Records for the task>
.....

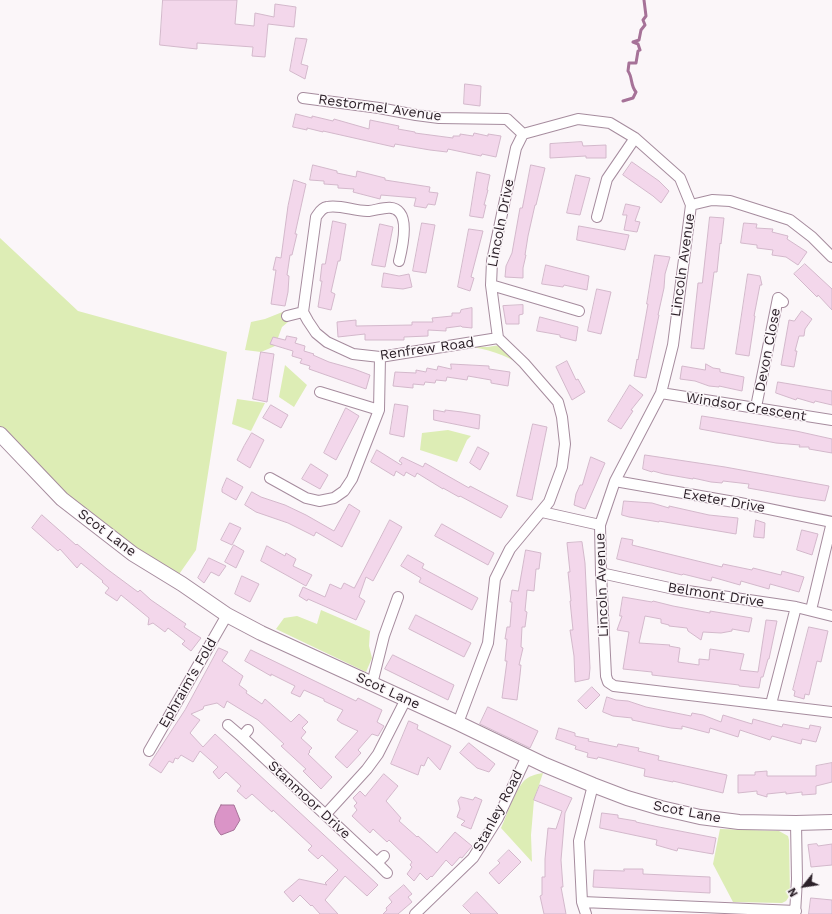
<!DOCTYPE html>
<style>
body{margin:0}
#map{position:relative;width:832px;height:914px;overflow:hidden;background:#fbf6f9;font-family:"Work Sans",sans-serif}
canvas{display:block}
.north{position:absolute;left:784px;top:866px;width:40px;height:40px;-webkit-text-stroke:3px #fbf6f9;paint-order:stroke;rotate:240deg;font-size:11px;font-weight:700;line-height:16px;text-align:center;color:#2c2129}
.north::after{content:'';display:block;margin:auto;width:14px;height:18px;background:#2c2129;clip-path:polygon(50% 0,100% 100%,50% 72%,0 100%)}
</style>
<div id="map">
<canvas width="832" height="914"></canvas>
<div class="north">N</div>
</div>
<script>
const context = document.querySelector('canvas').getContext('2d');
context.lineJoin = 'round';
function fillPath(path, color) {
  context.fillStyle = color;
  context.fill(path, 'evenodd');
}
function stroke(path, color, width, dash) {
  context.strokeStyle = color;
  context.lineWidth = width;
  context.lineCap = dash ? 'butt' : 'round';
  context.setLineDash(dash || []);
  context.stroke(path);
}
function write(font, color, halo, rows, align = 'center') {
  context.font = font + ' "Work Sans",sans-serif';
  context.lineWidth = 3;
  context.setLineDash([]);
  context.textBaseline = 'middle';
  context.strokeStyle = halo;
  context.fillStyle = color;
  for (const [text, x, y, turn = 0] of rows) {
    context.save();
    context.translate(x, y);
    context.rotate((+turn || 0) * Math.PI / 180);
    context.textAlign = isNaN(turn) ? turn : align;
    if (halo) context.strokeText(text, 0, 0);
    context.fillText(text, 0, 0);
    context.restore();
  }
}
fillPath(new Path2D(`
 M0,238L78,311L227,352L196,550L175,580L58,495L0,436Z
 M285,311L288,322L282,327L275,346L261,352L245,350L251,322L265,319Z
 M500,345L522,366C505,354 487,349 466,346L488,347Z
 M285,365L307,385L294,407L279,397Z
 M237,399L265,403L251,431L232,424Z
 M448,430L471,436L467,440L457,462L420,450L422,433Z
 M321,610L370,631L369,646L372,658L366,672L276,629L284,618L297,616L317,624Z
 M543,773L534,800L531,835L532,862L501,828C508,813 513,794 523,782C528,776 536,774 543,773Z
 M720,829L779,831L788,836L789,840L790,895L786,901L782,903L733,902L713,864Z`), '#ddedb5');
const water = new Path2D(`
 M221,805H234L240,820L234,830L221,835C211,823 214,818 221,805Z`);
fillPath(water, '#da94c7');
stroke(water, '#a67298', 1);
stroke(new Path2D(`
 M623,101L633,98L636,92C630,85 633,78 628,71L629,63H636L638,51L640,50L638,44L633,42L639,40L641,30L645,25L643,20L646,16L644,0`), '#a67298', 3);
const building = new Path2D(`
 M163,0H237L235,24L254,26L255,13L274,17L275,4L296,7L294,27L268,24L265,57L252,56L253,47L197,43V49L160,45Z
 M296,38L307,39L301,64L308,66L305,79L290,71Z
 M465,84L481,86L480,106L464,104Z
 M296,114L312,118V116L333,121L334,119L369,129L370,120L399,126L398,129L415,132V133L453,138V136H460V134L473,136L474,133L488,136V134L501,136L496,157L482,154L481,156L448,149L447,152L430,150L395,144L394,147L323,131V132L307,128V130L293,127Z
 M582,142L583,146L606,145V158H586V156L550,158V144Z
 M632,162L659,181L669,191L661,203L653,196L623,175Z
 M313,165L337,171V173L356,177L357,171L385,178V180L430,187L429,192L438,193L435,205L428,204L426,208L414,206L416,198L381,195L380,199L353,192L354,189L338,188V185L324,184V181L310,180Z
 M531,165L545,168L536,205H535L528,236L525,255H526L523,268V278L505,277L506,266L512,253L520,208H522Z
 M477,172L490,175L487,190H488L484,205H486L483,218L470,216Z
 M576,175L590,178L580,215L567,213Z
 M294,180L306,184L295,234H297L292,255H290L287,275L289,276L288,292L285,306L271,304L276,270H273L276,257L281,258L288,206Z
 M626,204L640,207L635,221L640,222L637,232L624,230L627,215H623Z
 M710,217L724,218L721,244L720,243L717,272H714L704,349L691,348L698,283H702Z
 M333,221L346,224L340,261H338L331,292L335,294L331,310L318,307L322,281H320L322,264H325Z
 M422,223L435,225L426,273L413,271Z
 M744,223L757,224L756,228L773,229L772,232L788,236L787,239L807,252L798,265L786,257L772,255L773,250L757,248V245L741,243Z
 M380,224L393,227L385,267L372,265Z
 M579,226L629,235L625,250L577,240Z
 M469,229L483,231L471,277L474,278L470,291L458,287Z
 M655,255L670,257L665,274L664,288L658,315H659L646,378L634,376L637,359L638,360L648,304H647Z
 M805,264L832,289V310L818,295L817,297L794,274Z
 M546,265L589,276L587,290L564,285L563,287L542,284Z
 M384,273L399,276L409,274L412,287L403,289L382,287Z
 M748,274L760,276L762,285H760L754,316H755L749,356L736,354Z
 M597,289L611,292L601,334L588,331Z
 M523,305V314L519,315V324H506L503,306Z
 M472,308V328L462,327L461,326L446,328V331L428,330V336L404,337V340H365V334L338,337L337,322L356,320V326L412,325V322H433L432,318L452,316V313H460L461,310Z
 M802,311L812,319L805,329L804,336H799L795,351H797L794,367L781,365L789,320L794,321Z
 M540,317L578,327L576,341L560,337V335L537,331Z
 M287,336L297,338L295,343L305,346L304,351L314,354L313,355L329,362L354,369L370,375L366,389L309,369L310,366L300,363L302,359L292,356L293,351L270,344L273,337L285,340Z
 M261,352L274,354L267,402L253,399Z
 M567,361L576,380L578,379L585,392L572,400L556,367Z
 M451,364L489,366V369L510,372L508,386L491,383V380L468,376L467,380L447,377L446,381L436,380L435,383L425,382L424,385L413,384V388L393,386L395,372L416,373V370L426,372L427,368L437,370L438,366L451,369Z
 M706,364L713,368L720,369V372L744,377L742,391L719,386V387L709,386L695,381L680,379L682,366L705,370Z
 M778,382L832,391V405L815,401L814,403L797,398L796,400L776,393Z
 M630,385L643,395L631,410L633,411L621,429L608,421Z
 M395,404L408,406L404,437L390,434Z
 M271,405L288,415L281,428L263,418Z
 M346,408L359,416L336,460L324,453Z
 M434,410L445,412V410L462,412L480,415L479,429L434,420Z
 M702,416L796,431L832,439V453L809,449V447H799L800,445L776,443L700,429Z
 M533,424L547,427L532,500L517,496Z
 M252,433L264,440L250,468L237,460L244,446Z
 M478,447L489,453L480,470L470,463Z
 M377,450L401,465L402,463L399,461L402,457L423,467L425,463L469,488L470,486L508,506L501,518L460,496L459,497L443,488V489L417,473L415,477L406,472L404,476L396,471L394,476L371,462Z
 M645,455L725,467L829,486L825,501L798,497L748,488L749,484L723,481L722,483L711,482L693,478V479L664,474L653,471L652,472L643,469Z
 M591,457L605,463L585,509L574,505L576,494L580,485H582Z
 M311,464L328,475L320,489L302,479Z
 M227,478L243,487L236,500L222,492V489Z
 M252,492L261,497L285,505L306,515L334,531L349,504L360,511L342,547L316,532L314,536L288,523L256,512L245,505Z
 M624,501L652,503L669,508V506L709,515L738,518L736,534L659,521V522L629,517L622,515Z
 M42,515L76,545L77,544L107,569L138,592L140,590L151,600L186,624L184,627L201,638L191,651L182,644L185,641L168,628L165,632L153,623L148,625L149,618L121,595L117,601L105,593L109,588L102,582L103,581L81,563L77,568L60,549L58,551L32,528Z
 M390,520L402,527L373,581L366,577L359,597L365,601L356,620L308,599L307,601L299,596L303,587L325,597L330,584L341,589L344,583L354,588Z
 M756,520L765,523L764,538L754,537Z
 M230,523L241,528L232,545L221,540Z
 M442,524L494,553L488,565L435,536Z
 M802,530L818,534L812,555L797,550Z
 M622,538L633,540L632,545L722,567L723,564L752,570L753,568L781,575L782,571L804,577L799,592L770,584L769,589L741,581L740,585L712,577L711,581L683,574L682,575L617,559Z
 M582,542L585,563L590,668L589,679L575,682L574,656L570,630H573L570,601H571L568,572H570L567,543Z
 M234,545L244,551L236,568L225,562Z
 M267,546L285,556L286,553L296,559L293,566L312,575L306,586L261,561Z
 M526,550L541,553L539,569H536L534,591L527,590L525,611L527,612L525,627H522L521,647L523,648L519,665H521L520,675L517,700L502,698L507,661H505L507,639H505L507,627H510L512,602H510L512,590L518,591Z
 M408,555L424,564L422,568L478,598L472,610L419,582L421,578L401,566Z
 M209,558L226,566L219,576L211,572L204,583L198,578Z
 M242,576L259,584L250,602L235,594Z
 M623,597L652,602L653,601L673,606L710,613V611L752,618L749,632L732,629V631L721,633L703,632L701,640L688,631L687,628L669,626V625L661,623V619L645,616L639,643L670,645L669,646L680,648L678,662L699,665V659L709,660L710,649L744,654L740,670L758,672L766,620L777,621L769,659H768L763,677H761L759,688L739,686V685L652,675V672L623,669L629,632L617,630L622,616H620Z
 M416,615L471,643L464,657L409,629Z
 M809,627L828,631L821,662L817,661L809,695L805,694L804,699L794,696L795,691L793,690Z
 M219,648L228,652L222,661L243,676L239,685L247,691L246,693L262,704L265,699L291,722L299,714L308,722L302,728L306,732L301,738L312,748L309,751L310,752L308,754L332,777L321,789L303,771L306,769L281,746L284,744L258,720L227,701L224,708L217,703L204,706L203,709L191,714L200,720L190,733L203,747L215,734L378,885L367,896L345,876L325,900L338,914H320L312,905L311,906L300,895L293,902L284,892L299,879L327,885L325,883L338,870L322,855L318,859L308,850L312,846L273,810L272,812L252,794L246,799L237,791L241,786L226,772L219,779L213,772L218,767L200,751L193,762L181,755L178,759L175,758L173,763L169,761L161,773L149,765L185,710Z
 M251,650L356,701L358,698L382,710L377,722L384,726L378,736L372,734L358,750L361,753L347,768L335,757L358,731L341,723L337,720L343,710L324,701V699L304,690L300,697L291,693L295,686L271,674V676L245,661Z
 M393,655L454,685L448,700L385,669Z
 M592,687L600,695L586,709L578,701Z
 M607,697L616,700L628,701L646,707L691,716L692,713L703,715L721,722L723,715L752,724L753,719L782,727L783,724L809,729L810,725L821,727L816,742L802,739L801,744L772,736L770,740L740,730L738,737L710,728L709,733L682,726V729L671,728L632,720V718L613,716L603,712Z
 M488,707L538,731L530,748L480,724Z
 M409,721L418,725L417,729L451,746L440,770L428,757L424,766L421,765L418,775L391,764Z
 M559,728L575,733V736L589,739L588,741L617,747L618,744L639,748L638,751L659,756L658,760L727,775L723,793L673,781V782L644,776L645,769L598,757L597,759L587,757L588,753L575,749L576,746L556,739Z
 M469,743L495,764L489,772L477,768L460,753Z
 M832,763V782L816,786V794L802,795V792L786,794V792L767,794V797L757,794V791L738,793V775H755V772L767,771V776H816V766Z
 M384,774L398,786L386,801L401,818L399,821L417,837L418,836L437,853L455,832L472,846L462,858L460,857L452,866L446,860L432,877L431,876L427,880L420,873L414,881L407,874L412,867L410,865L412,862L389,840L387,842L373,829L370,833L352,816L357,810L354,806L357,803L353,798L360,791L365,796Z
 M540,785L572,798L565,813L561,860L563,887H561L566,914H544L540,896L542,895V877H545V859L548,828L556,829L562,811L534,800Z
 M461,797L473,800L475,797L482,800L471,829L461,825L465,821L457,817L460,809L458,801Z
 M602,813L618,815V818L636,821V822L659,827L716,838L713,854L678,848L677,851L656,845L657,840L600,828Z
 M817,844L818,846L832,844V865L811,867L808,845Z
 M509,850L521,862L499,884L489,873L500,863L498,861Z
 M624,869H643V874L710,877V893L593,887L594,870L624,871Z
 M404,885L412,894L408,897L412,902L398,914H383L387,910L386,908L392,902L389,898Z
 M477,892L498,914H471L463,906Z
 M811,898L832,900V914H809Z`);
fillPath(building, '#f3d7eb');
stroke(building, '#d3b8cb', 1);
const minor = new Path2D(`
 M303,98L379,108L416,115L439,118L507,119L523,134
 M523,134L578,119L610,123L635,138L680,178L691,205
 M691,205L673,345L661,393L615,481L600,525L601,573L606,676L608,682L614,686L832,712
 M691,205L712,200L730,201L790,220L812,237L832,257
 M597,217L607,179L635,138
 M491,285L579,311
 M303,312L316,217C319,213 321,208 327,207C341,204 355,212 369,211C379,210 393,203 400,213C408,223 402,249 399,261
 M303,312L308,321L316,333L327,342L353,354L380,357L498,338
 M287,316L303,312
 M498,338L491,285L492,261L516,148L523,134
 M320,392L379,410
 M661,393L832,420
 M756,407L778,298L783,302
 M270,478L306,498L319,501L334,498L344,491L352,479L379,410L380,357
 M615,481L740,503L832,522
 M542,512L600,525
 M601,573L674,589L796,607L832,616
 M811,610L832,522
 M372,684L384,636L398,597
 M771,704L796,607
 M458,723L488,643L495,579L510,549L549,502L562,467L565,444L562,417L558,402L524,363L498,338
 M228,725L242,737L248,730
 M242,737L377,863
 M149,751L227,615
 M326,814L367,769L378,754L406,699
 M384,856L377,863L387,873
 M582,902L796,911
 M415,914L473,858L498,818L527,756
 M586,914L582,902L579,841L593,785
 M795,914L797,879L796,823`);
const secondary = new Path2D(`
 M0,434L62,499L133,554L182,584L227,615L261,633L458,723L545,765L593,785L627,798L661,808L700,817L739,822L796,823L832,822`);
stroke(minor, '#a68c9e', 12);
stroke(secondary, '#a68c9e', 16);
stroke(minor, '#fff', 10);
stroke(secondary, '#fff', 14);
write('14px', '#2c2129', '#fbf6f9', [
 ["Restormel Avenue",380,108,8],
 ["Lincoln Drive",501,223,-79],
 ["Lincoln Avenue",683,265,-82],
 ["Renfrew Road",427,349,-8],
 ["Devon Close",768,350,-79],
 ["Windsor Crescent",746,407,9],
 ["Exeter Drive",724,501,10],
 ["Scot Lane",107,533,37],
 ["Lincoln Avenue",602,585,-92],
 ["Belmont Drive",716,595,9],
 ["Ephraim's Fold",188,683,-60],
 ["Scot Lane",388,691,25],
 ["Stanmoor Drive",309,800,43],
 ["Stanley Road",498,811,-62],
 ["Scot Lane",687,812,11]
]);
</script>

.....

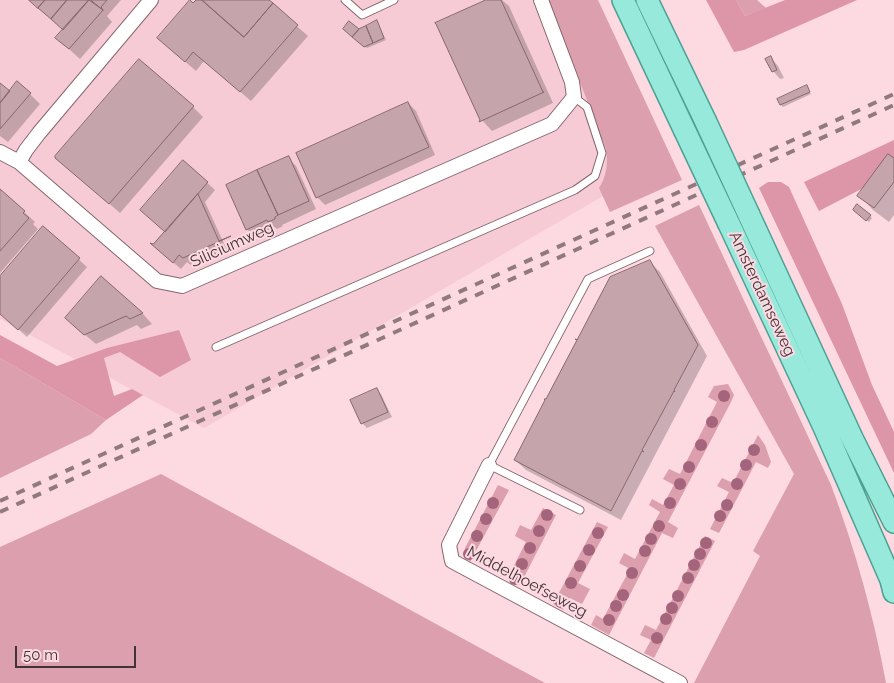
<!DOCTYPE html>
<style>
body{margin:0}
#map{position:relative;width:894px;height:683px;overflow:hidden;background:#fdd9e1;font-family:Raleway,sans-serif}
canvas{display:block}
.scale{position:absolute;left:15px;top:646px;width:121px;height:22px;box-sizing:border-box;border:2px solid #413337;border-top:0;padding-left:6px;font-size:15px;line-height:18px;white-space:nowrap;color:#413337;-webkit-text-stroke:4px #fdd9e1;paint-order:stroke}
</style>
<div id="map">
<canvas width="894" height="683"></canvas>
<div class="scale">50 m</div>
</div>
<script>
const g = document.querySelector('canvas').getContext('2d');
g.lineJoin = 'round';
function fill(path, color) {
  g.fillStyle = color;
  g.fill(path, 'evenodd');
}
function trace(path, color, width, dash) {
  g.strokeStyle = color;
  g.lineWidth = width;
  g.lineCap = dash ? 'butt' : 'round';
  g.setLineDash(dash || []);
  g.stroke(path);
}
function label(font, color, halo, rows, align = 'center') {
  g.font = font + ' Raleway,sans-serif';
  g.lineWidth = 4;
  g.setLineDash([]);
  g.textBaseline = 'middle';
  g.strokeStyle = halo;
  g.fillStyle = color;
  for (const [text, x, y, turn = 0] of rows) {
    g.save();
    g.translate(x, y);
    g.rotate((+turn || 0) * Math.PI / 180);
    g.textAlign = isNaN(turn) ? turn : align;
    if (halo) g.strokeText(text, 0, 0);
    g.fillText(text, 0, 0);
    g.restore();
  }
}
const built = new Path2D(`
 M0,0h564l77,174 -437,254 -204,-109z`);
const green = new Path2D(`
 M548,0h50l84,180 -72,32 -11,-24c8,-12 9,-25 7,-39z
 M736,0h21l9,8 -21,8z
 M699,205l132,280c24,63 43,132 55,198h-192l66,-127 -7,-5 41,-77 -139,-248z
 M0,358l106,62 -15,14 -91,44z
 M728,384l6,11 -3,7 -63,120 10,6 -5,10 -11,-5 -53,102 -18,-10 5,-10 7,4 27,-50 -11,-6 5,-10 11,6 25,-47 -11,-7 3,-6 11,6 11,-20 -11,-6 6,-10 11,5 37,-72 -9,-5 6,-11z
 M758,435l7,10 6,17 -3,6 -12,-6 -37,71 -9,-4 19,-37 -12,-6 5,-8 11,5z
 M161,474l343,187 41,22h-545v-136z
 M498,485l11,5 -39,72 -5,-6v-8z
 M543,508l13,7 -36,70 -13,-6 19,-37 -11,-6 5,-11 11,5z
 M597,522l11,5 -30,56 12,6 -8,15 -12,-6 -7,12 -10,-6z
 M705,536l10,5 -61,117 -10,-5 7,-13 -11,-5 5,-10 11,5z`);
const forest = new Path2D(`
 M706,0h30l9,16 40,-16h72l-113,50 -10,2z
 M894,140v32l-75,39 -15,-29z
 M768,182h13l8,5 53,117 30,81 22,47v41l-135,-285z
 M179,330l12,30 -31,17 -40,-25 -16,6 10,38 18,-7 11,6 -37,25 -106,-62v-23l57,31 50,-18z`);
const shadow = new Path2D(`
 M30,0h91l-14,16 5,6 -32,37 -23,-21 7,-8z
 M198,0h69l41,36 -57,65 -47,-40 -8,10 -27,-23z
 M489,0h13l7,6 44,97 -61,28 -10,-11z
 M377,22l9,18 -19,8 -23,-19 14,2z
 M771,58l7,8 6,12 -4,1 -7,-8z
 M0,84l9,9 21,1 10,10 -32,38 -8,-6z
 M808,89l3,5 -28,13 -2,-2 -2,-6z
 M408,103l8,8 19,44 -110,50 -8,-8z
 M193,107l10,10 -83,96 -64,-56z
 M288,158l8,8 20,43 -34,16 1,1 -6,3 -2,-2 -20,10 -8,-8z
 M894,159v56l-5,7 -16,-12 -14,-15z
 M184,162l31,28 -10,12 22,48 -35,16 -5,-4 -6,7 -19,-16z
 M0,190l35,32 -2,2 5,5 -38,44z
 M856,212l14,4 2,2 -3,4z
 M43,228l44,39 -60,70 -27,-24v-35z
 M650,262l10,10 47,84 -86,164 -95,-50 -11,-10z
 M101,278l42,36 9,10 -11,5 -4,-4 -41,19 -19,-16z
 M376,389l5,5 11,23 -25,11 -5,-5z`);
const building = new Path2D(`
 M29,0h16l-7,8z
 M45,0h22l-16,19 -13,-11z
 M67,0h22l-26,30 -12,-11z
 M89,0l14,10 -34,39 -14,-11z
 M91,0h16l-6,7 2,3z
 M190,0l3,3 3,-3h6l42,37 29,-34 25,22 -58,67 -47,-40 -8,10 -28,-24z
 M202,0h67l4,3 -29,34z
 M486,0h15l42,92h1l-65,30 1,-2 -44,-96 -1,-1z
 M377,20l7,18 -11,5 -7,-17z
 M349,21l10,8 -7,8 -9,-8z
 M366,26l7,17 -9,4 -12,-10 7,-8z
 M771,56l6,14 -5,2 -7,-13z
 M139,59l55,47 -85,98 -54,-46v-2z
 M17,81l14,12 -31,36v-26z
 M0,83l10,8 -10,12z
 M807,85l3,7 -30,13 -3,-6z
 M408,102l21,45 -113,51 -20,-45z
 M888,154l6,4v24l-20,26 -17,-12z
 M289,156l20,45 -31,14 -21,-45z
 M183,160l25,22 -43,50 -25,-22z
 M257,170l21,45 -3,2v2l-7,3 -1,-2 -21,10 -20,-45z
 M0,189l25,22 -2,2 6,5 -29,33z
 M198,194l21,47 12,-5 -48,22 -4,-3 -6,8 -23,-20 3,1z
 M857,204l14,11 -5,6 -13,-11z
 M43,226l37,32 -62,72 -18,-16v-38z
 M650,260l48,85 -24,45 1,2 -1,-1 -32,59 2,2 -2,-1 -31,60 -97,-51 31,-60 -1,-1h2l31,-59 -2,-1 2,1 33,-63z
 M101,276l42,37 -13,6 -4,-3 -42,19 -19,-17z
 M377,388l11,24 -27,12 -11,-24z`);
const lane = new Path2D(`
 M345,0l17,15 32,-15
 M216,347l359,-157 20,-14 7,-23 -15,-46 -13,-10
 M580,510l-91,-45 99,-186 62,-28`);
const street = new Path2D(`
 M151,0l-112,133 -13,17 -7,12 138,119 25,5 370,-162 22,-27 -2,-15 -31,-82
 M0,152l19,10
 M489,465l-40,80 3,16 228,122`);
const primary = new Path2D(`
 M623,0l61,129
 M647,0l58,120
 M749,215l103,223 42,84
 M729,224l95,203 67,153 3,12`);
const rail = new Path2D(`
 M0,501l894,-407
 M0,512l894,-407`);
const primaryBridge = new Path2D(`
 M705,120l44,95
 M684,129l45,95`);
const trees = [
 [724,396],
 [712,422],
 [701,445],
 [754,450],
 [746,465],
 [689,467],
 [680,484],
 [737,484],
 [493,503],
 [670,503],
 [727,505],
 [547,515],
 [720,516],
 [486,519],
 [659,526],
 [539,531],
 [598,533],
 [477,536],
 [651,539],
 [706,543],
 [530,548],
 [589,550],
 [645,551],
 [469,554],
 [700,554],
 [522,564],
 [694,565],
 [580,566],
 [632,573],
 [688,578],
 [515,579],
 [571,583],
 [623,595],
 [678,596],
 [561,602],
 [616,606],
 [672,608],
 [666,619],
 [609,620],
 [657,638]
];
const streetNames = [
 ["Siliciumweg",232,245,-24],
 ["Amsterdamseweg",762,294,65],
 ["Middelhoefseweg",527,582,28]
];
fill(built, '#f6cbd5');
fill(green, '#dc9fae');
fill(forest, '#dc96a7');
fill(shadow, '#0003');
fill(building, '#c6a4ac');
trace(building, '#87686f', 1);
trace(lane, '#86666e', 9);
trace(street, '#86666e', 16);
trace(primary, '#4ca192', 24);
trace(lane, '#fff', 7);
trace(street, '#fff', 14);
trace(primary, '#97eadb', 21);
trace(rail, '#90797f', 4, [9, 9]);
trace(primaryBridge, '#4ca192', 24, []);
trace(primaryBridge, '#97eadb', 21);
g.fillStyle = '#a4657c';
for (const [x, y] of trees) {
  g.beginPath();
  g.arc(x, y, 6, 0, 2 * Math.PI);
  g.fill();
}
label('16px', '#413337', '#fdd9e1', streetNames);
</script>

.....

Task instructions>
Every line above from the line with "if (halo) context.strokeText(text, 0, 0);" to the line with "M632,162L659,181L669,191L661,203L653,196L623,175Z" is wanted, ends included; write them out exactly and add no other line.

Solution>
    if (halo) context.strokeText(text, 0, 0);
    context.fillText(text, 0, 0);
    context.restore();
  }
}
fillPath(new Path2D(`
 M0,238L78,311L227,352L196,550L175,580L58,495L0,436Z
 M285,311L288,322L282,327L275,346L261,352L245,350L251,322L265,319Z
 M500,345L522,366C505,354 487,349 466,346L488,347Z
 M285,365L307,385L294,407L279,397Z
 M237,399L265,403L251,431L232,424Z
 M448,430L471,436L467,440L457,462L420,450L422,433Z
 M321,610L370,631L369,646L372,658L366,672L276,629L284,618L297,616L317,624Z
 M543,773L534,800L531,835L532,862L501,828C508,813 513,794 523,782C528,776 536,774 543,773Z
 M720,829L779,831L788,836L789,840L790,895L786,901L782,903L733,902L713,864Z`), '#ddedb5');
const water = new Path2D(`
 M221,805H234L240,820L234,830L221,835C211,823 214,818 221,805Z`);
fillPath(water, '#da94c7');
stroke(water, '#a67298', 1);
stroke(new Path2D(`
 M623,101L633,98L636,92C630,85 633,78 628,71L629,63H636L638,51L640,50L638,44L633,42L639,40L641,30L645,25L643,20L646,16L644,0`), '#a67298', 3);
const building = new Path2D(`
 M163,0H237L235,24L254,26L255,13L274,17L275,4L296,7L294,27L268,24L265,57L252,56L253,47L197,43V49L160,45Z
 M296,38L307,39L301,64L308,66L305,79L290,71Z
 M465,84L481,86L480,106L464,104Z
 M296,114L312,118V116L333,121L334,119L369,129L370,120L399,126L398,129L415,132V133L453,138V136H460V134L473,136L474,133L488,136V134L501,136L496,157L482,154L481,156L448,149L447,152L430,150L395,144L394,147L323,131V132L307,128V130L293,127Z
 M582,142L583,146L606,145V158H586V156L550,158V144Z
 M632,162L659,181L669,191L661,203L653,196L623,175Z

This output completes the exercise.